The Air Ambulance can be anywhere in Hampshire within 15 minutes and the Isle of Wight in 20 minutes, and carries a highly skilled team of HEMS paramedics and doctors on board. On 10th August 2016, the speed at which the Air Ambulance arrived with its doctor led crew to a serious road traffic collision on the A34 was crucial to the survival of patient Adam Pearson. The team was able to administer life-saving pre-hospital care to Adam at the scene and stabilise him before taking him to hospital. Here he tells us his story.

My name is Adam Pearson, and I am alive because of Hampshire and Isle of Wight Air Ambulance.

Early in the morning of 11th August 2016, I gradually emerged from the void of anaesthesia to see the hectic environment of a hospital emergency department and recovery room. Through my haze, I was told that there had been a road traffic accident, that I had been airlifted to the John Radcliffe Hospital in Oxford and that I had spent the last few hours in surgery.

Anaesthetic takes away shock and panic, so I reacted with remarkable calm. Although I had no memory of any accident, I established that I had been in the car alone, and therefore that my wife and children were safe.

And with that, I took a sip of water and embarked upon a process of recovery which still continues today. I had no idea how lucky I’d been.

Some hours earlier, on a fine summer’s evening, on the northbound A34 between East Ilsley and West Ilsley, I’d come to a halt at the back of a queue of traffic.

At 5:13pm, a heavy goods vehicle approached the back of the queue. The driver was changing music on his mobile phone, and looked up when 22 metres away from my car.

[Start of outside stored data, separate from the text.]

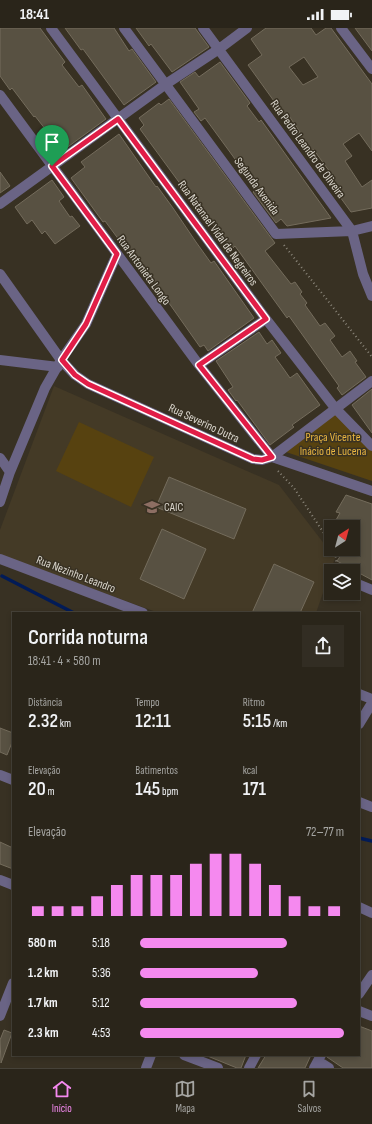 <!DOCTYPE html>
<html lang="pt">
<head>
<meta charset="utf-8">
<style>
  :root { --surface:#2a251a; --page:#322d23; --text:#f1f3f6; --muted:#a5a5a2; --line:#464239; --accent:#f589ef }
  body { margin:0; font-family:"Sofia Sans Condensed",sans-serif; background:var(--page); color:var(--text); height:100vh; display:flex; flex-direction:column; font-size:15px; white-space:nowrap }
  * { box-sizing:border-box; margin:0 }
  p { font-size:13px; color:var(--muted) }
  .icon { flex:none; width:22px; height:22px; fill:none; stroke:currentColor; stroke-width:2; stroke-linecap:round; stroke-linejoin:round }
  .map { position:relative; flex:1; overflow:hidden }
  .side { position:absolute; left:12px; top:584px; width:348px; height:444px; display:flex; flex-direction:column; background:var(--surface); border-radius:0px; box-shadow:0 2px 6px #0003,0 0 0 1px var(--line) }
  .side>* { flex:none }
  .needle { width:26px; rotate:36deg }
  .fabs { position:absolute; left:324px; top:492px; display:grid; gap:8px }
  .fabs a { display:grid; place-items:center; width:36px; height:36px; border-radius:0px; background:var(--surface); box-shadow:0 2px 6px #0003,0 0 0 1px var(--line); font-size:20px }
  .pin { position:absolute; display:grid; place-items:center; width:34px; height:34px; color:#fff; margin:-41px -17px; border-radius:50% 50% 50% 0; rotate:-45deg; box-shadow:0 0 4px #0007 }
  .pin .icon { rotate:45deg }
  .round { display:grid; place-items:center; flex:none; width:42px; height:42px; border-radius:0px; background:var(--page) }
  .head { display:flex; align-items:center; justify-content:space-between; height:68px; padding:0 16px }
  h1 { font-size:22px; font-weight:600; line-height:30px }
  .stats { display:grid; grid-template-columns:repeat(3,1fr); gap:6px; height:68px; padding:4px 16px }
  .stats div { display:grid; align-content:center }
  .stats b { font-size:20px; font-weight:600 }
  .stats small { font-size:11px; font-weight:400 }
  .stats p { font-size:11px }
  .chart { height:112px; padding:8px 16px }
  .chart p { display:flex; justify-content:space-between }
  .chart svg { width:100%; height:72px; margin-top:4px; stroke:var(--accent); stroke-width:6 }
  ul { padding:0 16px; list-style:none; font-size:13px }
  li { display:grid; grid-template-columns:64px 48px 1fr; align-items:center; height:30px }
  li i { height:10px; border-radius:5px; background:var(--accent) }
  .status { display:flex; justify-content:space-between; align-items:center; height:28px; padding:0 20px; background:var(--surface); direction:ltr }
  .status svg { height:11px; fill:currentColor }
  .tabs { display:flex; justify-content:space-around; align-items:center; height:56px; border-top:1px solid var(--line); background:var(--surface); font-size:11px; color:var(--muted) }
  .tabs a { display:grid; justify-items:center; gap:2px }
  .tabs .on { color:var(--accent) }
  .map>svg:first-child { display:block }
  .built { fill:#443a26 }
  .green { fill:#574210 }
  .lines { fill:none; stroke-linecap:round; stroke-linejoin:round }
  .stream { stroke:#021b57; stroke-width:3.5 }
  .building { fill:#585142; stroke:#746c5c; fill-rule:evenodd }
  .path { stroke:#8c877b; stroke-width:2; stroke-dasharray:1 3; stroke-linecap:butt }
  .minor { stroke:#6a6485; stroke-width:10 }
  .route-casing { stroke:#fff; stroke-width:8 }
  .route { stroke:#e11d48; stroke-width:5 }
  .labels { text-anchor:middle; stroke-width:3; stroke-linejoin:round; paint-order:stroke }
  .street-label { font-size:12px; fill:#dbd7ce; stroke:#383123 }
  .park-label { font-size:12px; fill:#eab640; stroke:#383123 }
  .poi-label { font-size:12px; fill:#dbd7ce; stroke:#383123; text-anchor:start }
</style>
</head>
<body>
<div class="status"><b>18:41</b><svg viewBox="0 0 49 12"><path d="M0 12V9h3v3zM5 12V6h3v6zM10 12V3h3v9zM15 12V0h3v12zM26 1h20v11H26zM47 4h2v5h-2z"/></svg></div>
<div class="map">
<svg width="372" height="1040" viewBox="0 0 372 1040">
  <rect width="100%" height="100%" fill="#383123"/>
  <path class="built" d="M54 358 279 457 335 530 316 585H159L0 527V502Z"/>
  <path class="green" d="M335 385 372 423V453L286 424Z
    M79 394 154 429 131 479 56 443Z"/>
  <g class="lines">
    <path class="stream" d="M2 548 74 585
      M359 810 372 813"/>
  </g>
  <path class="building" d="M0 0H40L65 34 62 37 79 59 82 57 106 91 58 126 50 115 48 116 41 106 46 102 35 88 34 89 12 60 10 62 0 48Z
    M65 0H114L129 23 132 21 156 54 124 77 83 21 81 22Z
    M136 0H195L209 19 172 44 151 16 149 18Z
    M266 0H311L316 7 326 0H331L372 56V123L359 105 343 116 352 128 345 133 362 159 372 152V180L351 184 324 147 330 144 313 121 308 125 296 107 300 104 287 85 284 87 248 37 262 27 251 11ZM304 29 318 49 303 57 289 39Z
    M355 0H372V23Z
    M220 34 250 75 247 78 259 94 261 92 331 190 287 198 281 191 276 195 253 164 256 162 254 157 205 90 201 93 194 84 199 81 180 54 195 44 199 49Z
    M169 71 275 215 265 223 291 256 295 254 302 264 300 266 307 275 305 277 320 298 325 295 335 308 330 312 342 329 350 323 357 333 355 334 366 349 342 367 337 360 339 358 289 288 287 290 235 218 232 221 208 190 206 191 140 101 144 97 139 90 159 75 161 77Z
    M119 106 156 159 157 158 173 180 196 214 211 235 214 233 254 290 208 323 204 317 200 319 164 268 162 270 105 193 103 194 71 150 85 139 81 134Z
    M0 144 10 158 0 165Z
    M52 152 64 169 59 173 70 189 72 188 80 198 55 216 45 203 42 206 32 192 27 196 15 179Z
    M259 304 267 316 272 312 281 325 275 329 283 340 290 350 297 345 320 377 292 397 294 399 270 417 237 372 236 373 228 362 233 359 216 333Z
    M372 361V405L352 377Z
    M169 449 246 481 234 511 156 479Z
    M346 467 372 476V552L337 533 345 521H353V499H332L340 485 336 484Z
    M162 501 206 521 184 571 140 551Z
    M274 536 314 554 300 585H252Z
    M0 700 13 705V712L7 727 0 724Z
    M0 814 13 820V841L0 836Z
    M359 998 372 1003V1040H343L327 1029V1027H359Z
    M4 1002 12 1005 1 1035 0 1012Z
    M205 1027H246L241 1040H237Z
    M266 1027H311L305 1040H258Z"/>
  <g class="lines">
    <path class="path" d="M284 217 372 329
      M278 443 294 460 331 516
      M333 521C337 528 336 535 337 543"/>
    <path class="minor" d="M51 0 266 291 335 380 372 418
      M124 0 276 206 352 203 372 198
      M203 0 352 203 363 246 372 268
      M341 0 372 41
      M0 67 199 337 272 429 372 463
      M0 176 166 56 219 21 247 0
      M0 246 61 332 75 347 88 356 253 431 262 432 272 429 372 353
      M0 332 58 339
      M199 337 266 291
      M0 430 10 444
      M0 474 10 444 45 360 61 332 86 296 117 226
      M0 531 143 585
      M353 554 372 562
      M359 666 372 671
      M359 696 372 675
      M0 747 13 752
      M359 774 372 779
      M0 852 13 857
      M359 879 372 885
      M359 966 372 947
      M359 983 372 988
      M0 988 13 955
      M184 1027 218 1040
      M318 1033 329 1040
      M146 1040 151 1027
      M249 1040 256 1027
      M314 1040 321 1027"/>
  </g>
  <g class="lines">
    <defs>
      <path id="route" d="M118 91 266 291 199 337 272 429 262 432 253 431 88 356 75 347 62 332 86 296 117 226 52 138Z"/>
    </defs>
    <use href="#route" class="route-casing"/>
    <use href="#route" class="route"/>
  </g>
  <defs>
    <symbol id="school-bare" viewBox="-9 -9 18 18"><path d="M0-5L7-2L0 1L-7-2ZM-4 1L0 2.5L4 1V4Q0 6-4 4Z" fill="#8d6e63" stroke="#383123" stroke-width="2.5" paint-order="stroke"/></symbol>
  </defs>
  <g fill-rule="evenodd">
    <use href="#school-bare" x="141" y="468" width="22" height="22"/>
  </g>
  <g class="labels">
    <g class="street-label">
      <text transform="translate(308 121) rotate(54)" y="4">Rua Pedro Leandro de Oliveira</text>
      <text transform="translate(257 158) rotate(54)" y="4">Segunda Avenida</text>
      <text transform="translate(218 205) rotate(54)" y="4">Rua Natanael Vidal de Negreiros</text>
      <text transform="translate(144 242) rotate(54)" y="4">Rua Antonieta Longo</text>
      <text transform="translate(204 395) rotate(25)" y="4">Rua Severino Dutra</text>
      <text transform="translate(76 546) rotate(21)" y="4">Rua Nezinho Leandro</text>
    </g>
    <g class="park-label">
      <text x="333" y="413">Praça Vicente<tspan x="333" dy="14">Inácio de Lucena</tspan></text>
    </g>
    <g class="poi-label">
      <text x="164" y="483">CAIC</text>
    </g>
  </g>
</svg>
<div class="fabs">
<a><svg class="needle" viewBox="-14 -14 28 28"><path d="M0-13l5 13h-10z" fill="#e53935"/><path d="M0 13l5-13h-10z" fill="#a5a5a2"/></svg></a>
<a><svg class="icon" aria-label="layers" viewBox="0 0 24 24"><path d="M12 4l9 5-9 5-9-5zM3 14l9 5 9-5"/></svg></a>
</div>
<div class="pin" style="left:52px;top:138px;background:#1e9e55"><svg class="icon" aria-label="arrive" viewBox="0 0 24 24"><path d="M6 21V4h12l-3 4 3 4H6"/></svg></div>
<section class="side">
<div class="head"><div><h1>Corrida noturna</h1><p>18:41 · 4 × 580 m</p></div><a class="round"><svg class="icon" aria-label="share" viewBox="0 0 24 24"><path d="M12 15V3M7 8l5-5 5 5M5 13v7h14v-7"/></svg></a></div>
<div class="stats">
<div><p>Distância</p><b>2.32<small> km</small></b></div>
<div><p>Tempo</p><b>12:11</b></div>
<div><p>Ritmo</p><b>5:15<small> /km</small></b></div>
</div>
<div class="stats">
<div><p>Elevação</p><b>20<small> m</small></b></div>
<div><p>Batimentos</p><b>145<small> bpm</small></b></div>
<div><p>kcal</p><b>171</b></div>
</div>
<div class="chart"><p><span>Elevação</span>72–77 m</p>
<svg viewBox="0 0 160 44" preserveAspectRatio="none"><path d="M5 44V38M15 44V38M25 44V38M35 44V32M45 44V25M55 44V19M65 44V19M75 44V19M85 44V12M95 44V6M105 44V6M115 44V12M125 44V25M135 44V32M145 44V38M155 44V38"/></svg>
</div>
<ul>
<li><b>580 m</b>5:18<i style="width:72%"></i></li>
<li><b>1.2 km</b>5:36<i style="width:58%"></i></li>
<li><b>1.7 km</b>5:12<i style="width:77%"></i></li>
<li><b>2.3 km</b>4:53<i style="width:100%"></i></li>
</ul>
</section>
</div>
<nav class="tabs">
<a class="on"><svg class="icon" aria-label="home" viewBox="0 0 24 24"><path d="M3 11l9-7 9 7M6 9v11h12V9"/></svg>Início</a>
<a><svg class="icon" aria-label="map" viewBox="0 0 24 24"><path d="M3 6l6-2 6 2 6-2v14l-6 2-6-2-6 2zM9 4v14M15 6v14"/></svg>Mapa</a>
<a><svg class="icon" aria-label="saved" viewBox="0 0 24 24"><path d="M7 4h10v16l-5-4-5 4z"/></svg>Salvos</a>
</nav>
</body>
</html>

Unable to react in time, he crashed into the rear of my car at 51mph.

Dashcam footage later showed that thankfully, in the split second before impact, I had turned the car to the left, evidently aware of what was about to happen. This slight but significant movement caused my car to be pushed towards the grass verge and launched into the air after impact with the van in front, landing on the roof in the ditch by the side of the road.

The dashcam footage shows that it took only a few seconds for my car to accelerate from zero to 51mph and come crashing back to rest again.

I’d suffered multiple injuries. An aortic rupture, five thoracic spinal fractures, 19 broken ribs, a collapsed lung and multiple lacerations. I was bleeding heavily both internally and externally, and was in desperate need of medical intervention.

The emergency services were called, and I’m here to tell the story because Hampshire and Isle of Wight Air Ambulance was able to attend.

I later discovered that aortic rupture has a 90% mortality rate, and of those, 75% die at the scene due to internal bleeding and consequential loss of blood pressure. Of all road traffic accident deaths, 18% are related to aortic rupture, an injury often associated with sudden deceleration.

The Air Ambulance doctor and paramedics, alongside the land paramedics cut me free from the car and I was sedated and transfused with blood before being flown to the nearest major trauma centre by the Air Ambulance. Subsequent discussions with doctors left me in no doubt that the emergency care that I received at the roadside, together with the speed with which I was transferred to hospital and presented for surgery, saved my life.

I have no memory of my interaction with the Air Ambulance service, but I’ll be forever grateful for what they did for me that day. Because of their commitment, professionalism and skill, I’m hoping to make a full recovery and I’m fortunate enough to be able to look forward to a future with my family.

From the bottom of my heart I want to say ‘thank you’ to the Air Ambulance.